Elle reçut le présent, caressa la vieille, la pria de la venir voir; et tous les courtisans, à l'exemple du roi et de la reine, donnèrent de grandes louanges à cette bonne femme. La reine lui demanda quel âge elle avait.

–J'ai soixante ans, répondit-elle.

–Vous n'en paraissez pas quarante, lui dit la reine, et vous pouvez encore penser à vous marier, car vous êtes fort aimable.

A ce discours, le prince Mirtil, qui était très-mal élevé, se mit à rire au nez de la vieille, et lui dit qu'il aurait bien du plaisir de danser à sa noce: mais la bonne femme ne fit pas semblant de voir qu'il se moquait d'elle. Toute la cour partit, et la reine ne fut pas plutôt arrivée dans son palais, qu'elle fit cuire l'oeuf et cassa les noisettes et les nèfles; mais au lieu de trouver un diamant dans l'oeuf, elle n'y trouva qu'un petit poulet, et les noisettes et nèfles étaient remplies de vers.

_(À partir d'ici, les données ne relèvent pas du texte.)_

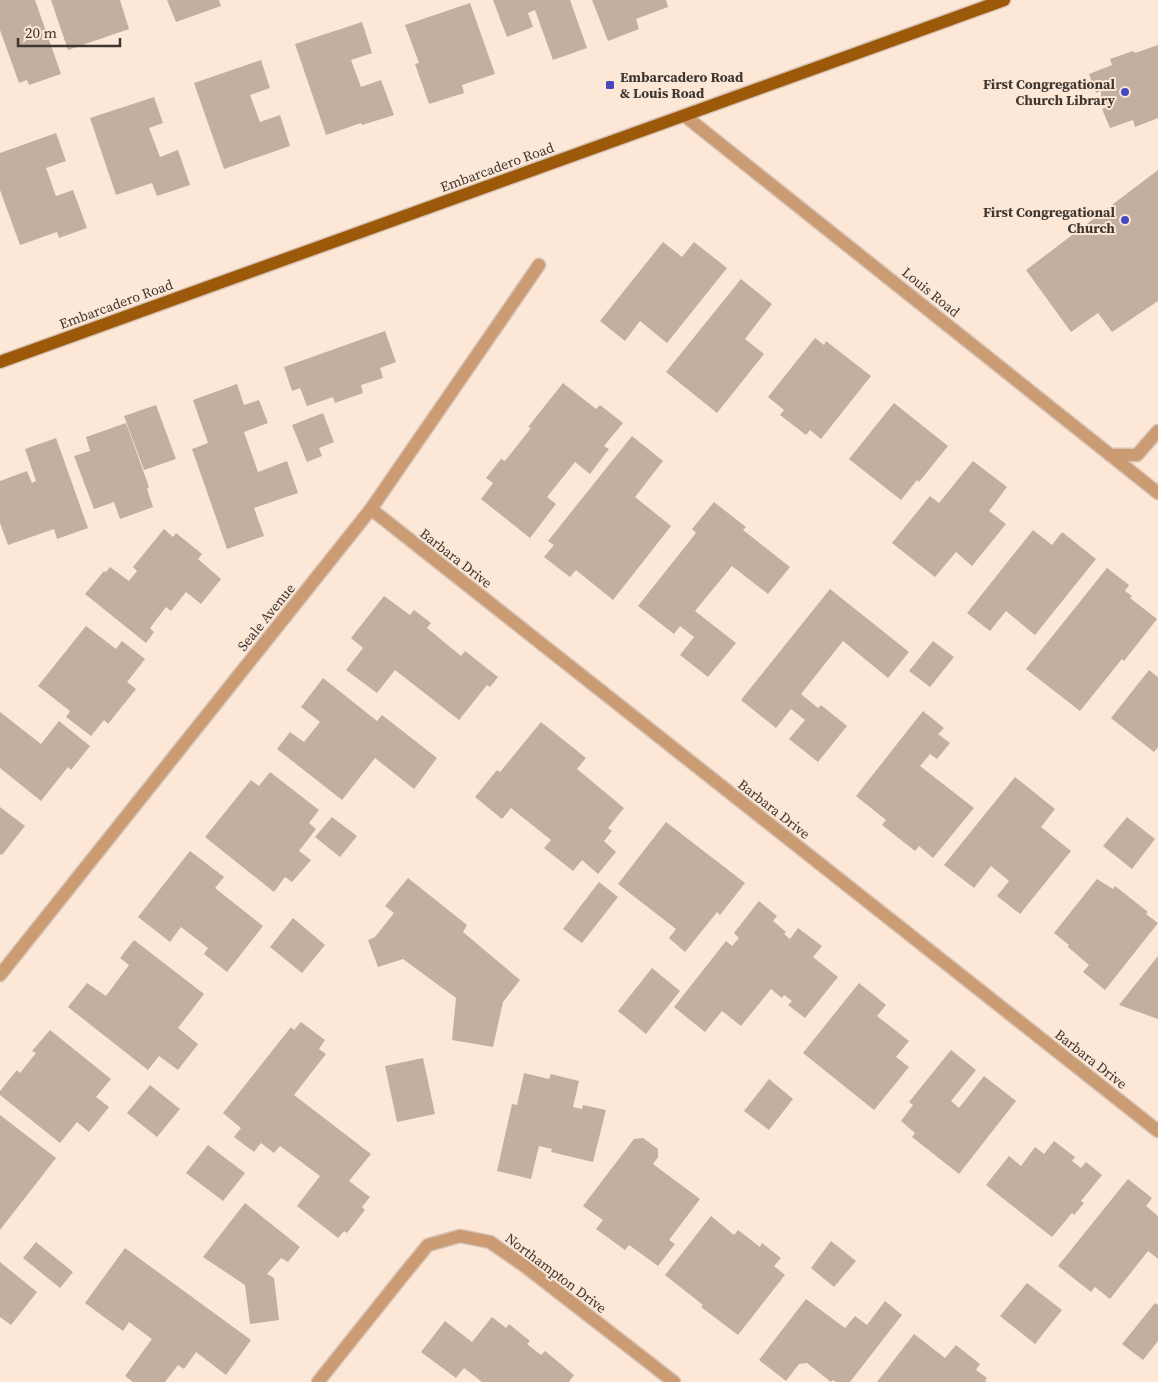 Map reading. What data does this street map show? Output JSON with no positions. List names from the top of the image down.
{
  "streets": {
    "main road": ["Embarcadero Road"],
    "street": [
      "Louis Road",
      "Barbara Drive",
      "Seale Avenue",
      "Northampton Drive"
    ]
  },
  "crossings": [
    ["Embarcadero Road", "Louis Road"],
    ["Barbara Drive", "Seale Avenue"]
  ],
  "places": {
    "transit": ["Embarcadero Road & Louis Road"],
    "other": ["First Congregational Church Library", "First Congregational Church"]
  },
  "scale_bar": "20 m"
} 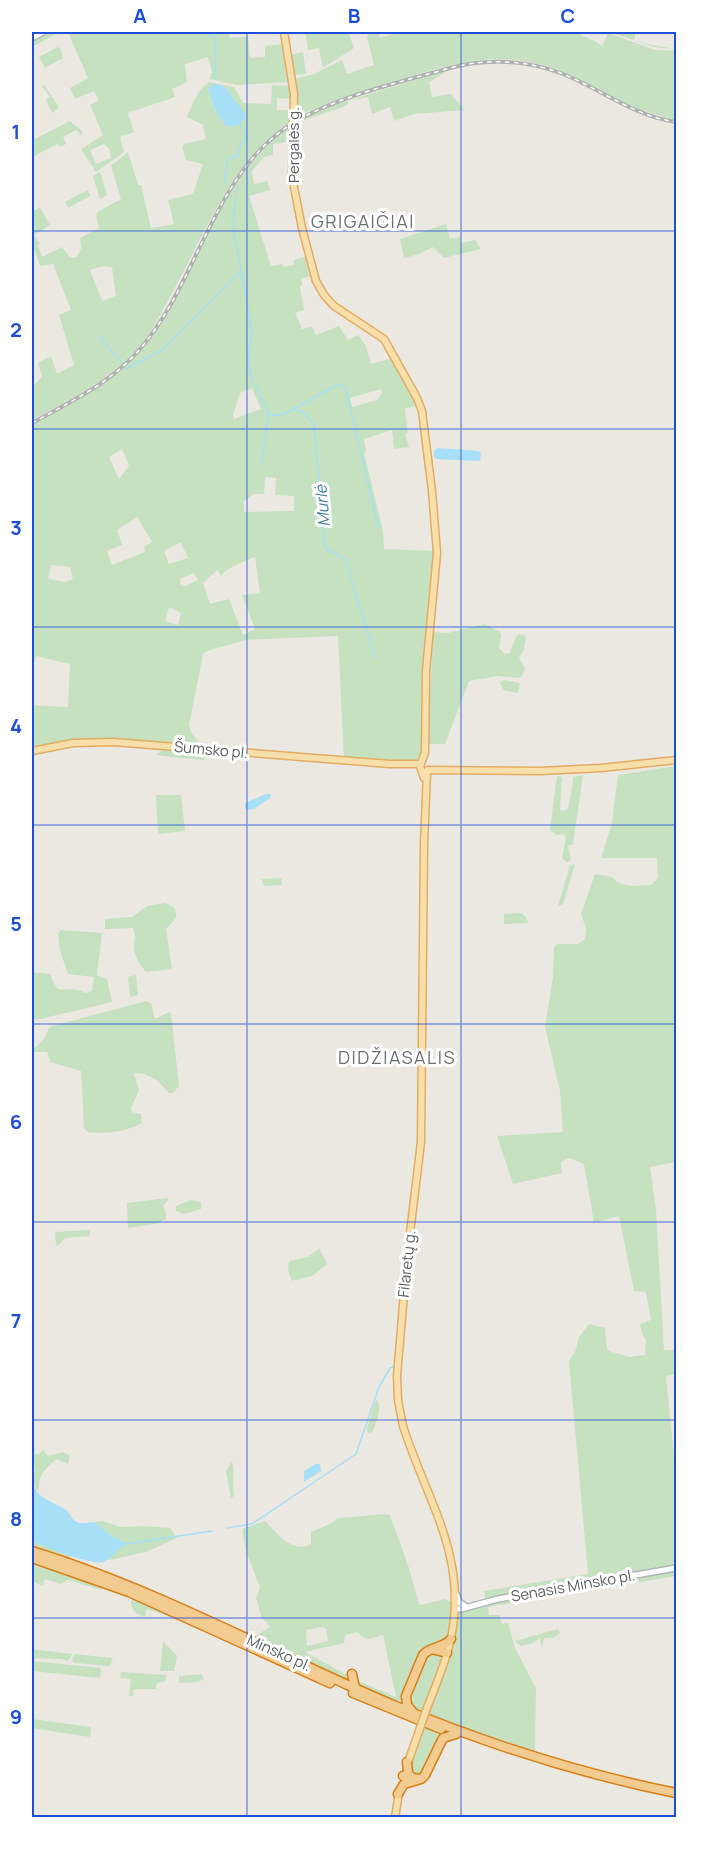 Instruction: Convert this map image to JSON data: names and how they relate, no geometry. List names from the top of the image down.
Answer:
{
  "streets": {
    "highway": ["Minsko pl."],
    "main road": [
      "Pergalės g.",
      "Šumsko pl.",
      "Filaretų g.",
      "Senasis Minsko pl."
    ]
  },
  "crossings": [
    ["Pergalės g.", "Filaretų g."],
    ["Šumsko pl.", "Filaretų g."],
    ["Filaretų g.", "Senasis Minsko pl."]
  ],
  "districts": ["GRIGAIČIAI", "DIDŽIASALIS"],
  "water": ["Murlė"],
  "grid": {
    "columns": ["A", "B", "C"],
    "rows": [
      "1",
      "2",
      "3",
      "4",
      "5",
      "6",
      "7",
      "8",
      "9"
    ]
  }
}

Aussitôt la voilà dans une colère épouvantable.

–Cette vieille est une sorcière, dit-elle, qui a voulu se moquer de moi; je veux la faire mourir!

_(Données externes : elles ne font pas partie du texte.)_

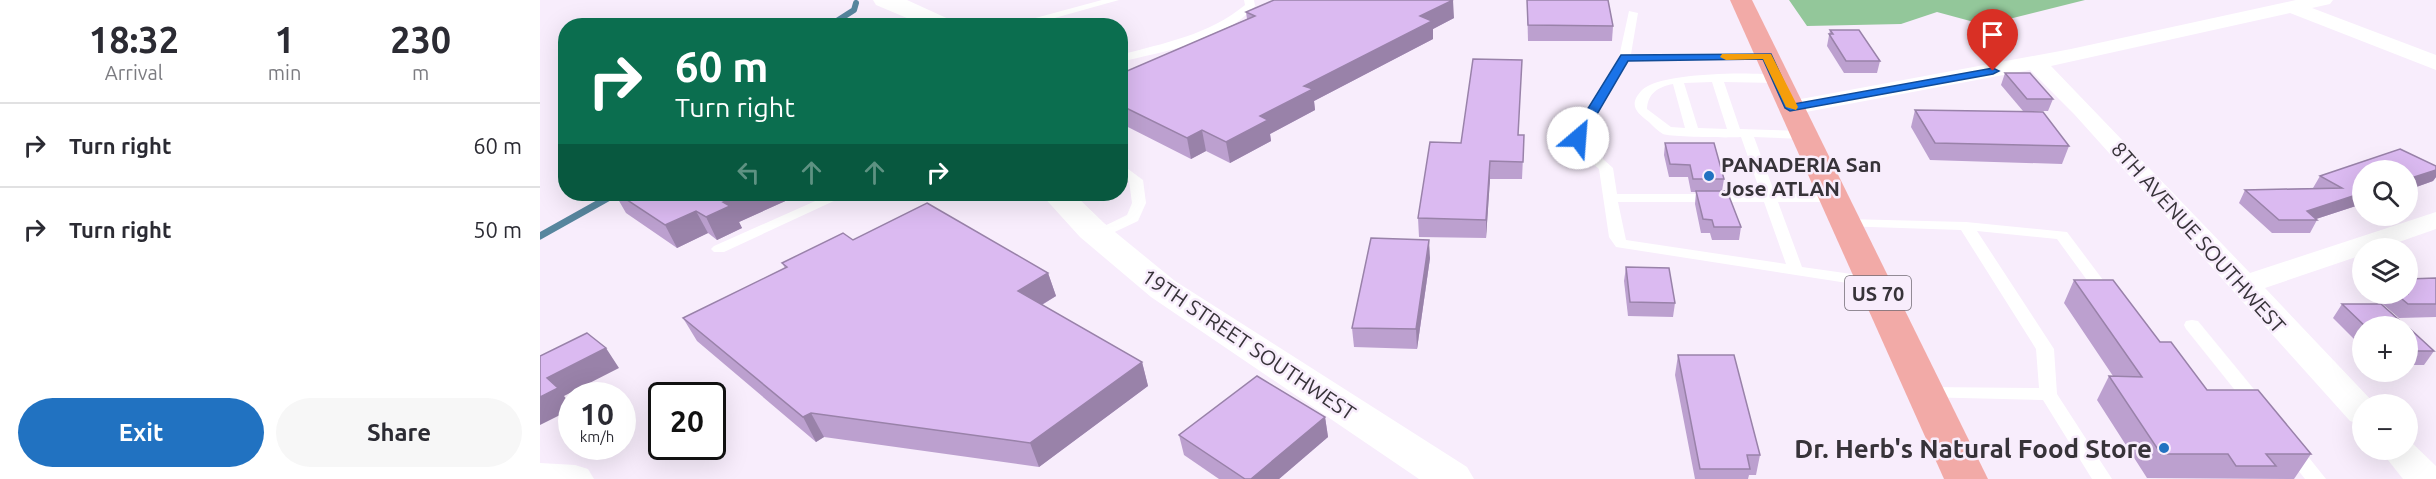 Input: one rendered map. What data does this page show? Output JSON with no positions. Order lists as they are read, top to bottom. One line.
{"streets":{"main road":["US 70"],"street":["8TH AVENUE SOUTHWEST","19TH STREET SOUTHWEST"]},"places":["PANADERIA San Jose ATLAN","Dr. Herb's Natural Food Store"],"page":{"eta":["18:32","Arrival","1","min","230","m"],"turn":["60 m","Turn right"],"list":[{"name":"Turn right","value":"60 m"},{"name":"Turn right","value":"50 m"}],"map_buttons":["+","−"],"speed":"10 km/h","limit":"20","buttons":["Exit","Share"]}}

Elle assembla donc les juges pour faire le procès à la vieille femme; mais l'Éveillé, qui avait entendu tout cela courut à la cabane pour lui dire de se sauver.

–Bon jour, le page aux vieilles, lui dit-elle, car on lui donnait ce nom depuis qu'il l'avait aidée à se tirer de la boue.

–Ah! bonne mère, lui dit l'Éveillé, hâtez-vous de vous sauver dans la maison de mon père, c'est un très-honnête homme, il vous cachera de bon coeur; car si vous demeurez dans votre cabane, on enverra des soldats pour vous prendre et vous faire mourir.

–Je vous ai bien de l'obligation, lui dit la vieille; mais je ne crains pas la méchanceté de la reine.

En même temps, quittant la forme d'une vieille, elle parut à l'Éveillé sous sa figure naturelle, et il fut ébloui de sa beauté. Il voulut se jeter à ses pieds, mais elle l'en empêcha et lui dit:

–Je vous défends de dire au prince ni à personne au monde ce que vous venez de voir. Je veux récompenser votre charité: demandez-moi un don.

–Madame, lui dit l'Éveillé, j'aime beaucoup le prince mon maître, et je souhaite de tout mon coeur lui être utile; ainsi je vous demande d'être invisible quand je le souhaiterai, afin de pouvoir connaître quels sont les courtisans qui aiment véritablement mon prince.

–Je vous accorde ce don, reprit la fée; mais il faut encore que je paie les dettes de Tity. N'a-t-il pas emprunté quatre louis à votre père?

–Il les a rendus, reprit l'Éveillé: il sait bien qu'il est honteux aux princes de ne pas payer leurs dettes; ainsi il m'a remis les quatre louis que la reine lui a envoyés.

–Je sais bien cela, dit la fée, mais je sais aussi que le prince a été au désespoir de ne pouvoir rendre davantage, car il sait qu'un prince doit récompenser noblement, et c'est cette dette que je veux payer. Prenez cette bourse qui est pleine d'or, et portez-la à votre père; il y trouvera toujours la même somme, pourvu qu'il n'y prenne que pour bonnes actions.

En même temps la fée disparut, et l'Éveillé fut porter cette bourse à son père, auquel il recommanda le secret. Cependant les juges que la reine avait assemblés pour condamner la vieille étaient fort embarrassés, et ils dirent à cette princesse:

–Comment voulez-vous que nous condamnions cette femme? elle n'a point trompé Votre Majesté, elle lui a dit: Je ne suis qu'une pauvre femme, et je n'ai pas de diamants.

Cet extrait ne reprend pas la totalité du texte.